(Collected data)
::::::::

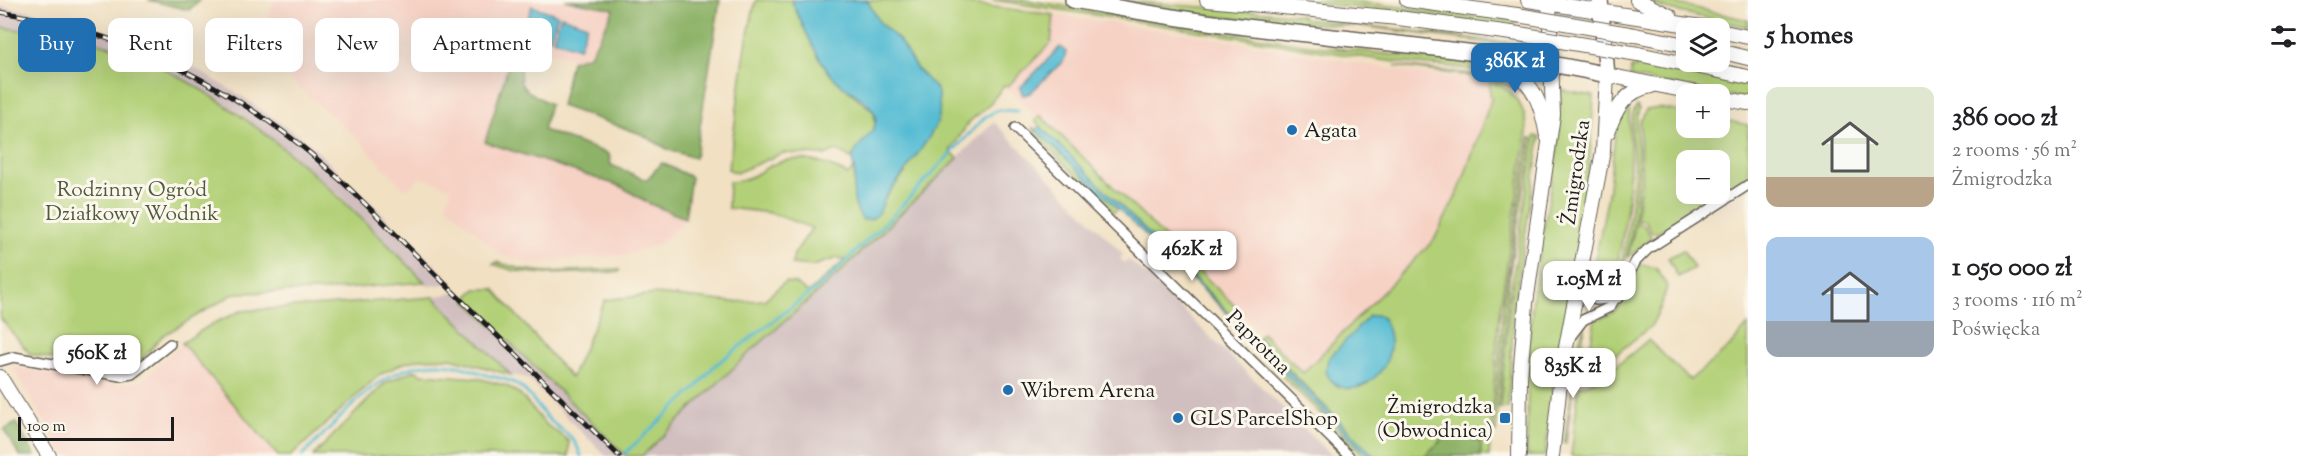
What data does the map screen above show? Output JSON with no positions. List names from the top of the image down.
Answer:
{
  "streets": {
    "main road": ["Żmigrodzka"],
    "street": ["Paprotna"]
  },
  "parks": ["Rodzinny Ogród Działkowy Wodnik"],
  "places": {
    "other": ["Agata", "Wibrem Arena", "GLS ParcelShop"],
    "transit": ["Żmigrodzka (Obwodnica)"]
  },
  "scale_bar": "100 m",
  "page": {
    "heading": "5 homes",
    "map_buttons": ["+", "−"],
    "chip": [
      "Buy",
      "Rent",
      "Filters",
      "New",
      "Apartment"
    ],
    "price": [
      "386K zł",
      "462K zł",
      "1.05M zł",
      "560K zł",
      "835K zł"
    ],
    "list": [
      {
        "name": "386 000 zł",
        "note": "2 rooms · 56 m² · Żmigrodzka"
      },
      {
        "name": "1 050 000 zł",
        "note": "3 rooms · 116 m² · Poświęcka"
      }
    ],
    "scale": "100 m"
  }
}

::::::::

• Task requirements:
Letter for letter, reproduce every record above and skip the pictures.

• Written answer:
What data does the map screen above show? Output JSON with no positions. List names from the top of the image down.
Answer:
{
  "streets": {
    "main road": ["Żmigrodzka"],
    "street": ["Paprotna"]
  },
  "parks": ["Rodzinny Ogród Działkowy Wodnik"],
  "places": {
    "other": ["Agata", "Wibrem Arena", "GLS ParcelShop"],
    "transit": ["Żmigrodzka (Obwodnica)"]
  },
  "scale_bar": "100 m",
  "page": {
    "heading": "5 homes",
    "map_buttons": ["+", "−"],
    "chip": [
      "Buy",
      "Rent",
      "Filters",
      "New",
      "Apartment"
    ],
    "price": [
      "386K zł",
      "462K zł",
      "1.05M zł",
      "560K zł",
      "835K zł"
    ],
    "list": [
      {
        "name": "386 000 zł",
        "note": "2 rooms · 56 m² · Żmigrodzka"
      },
      {
        "name": "1 050 000 zł",
        "note": "3 rooms · 116 m² · Poświęcka"
      }
    ],
    "scale": "100 m"
  }
}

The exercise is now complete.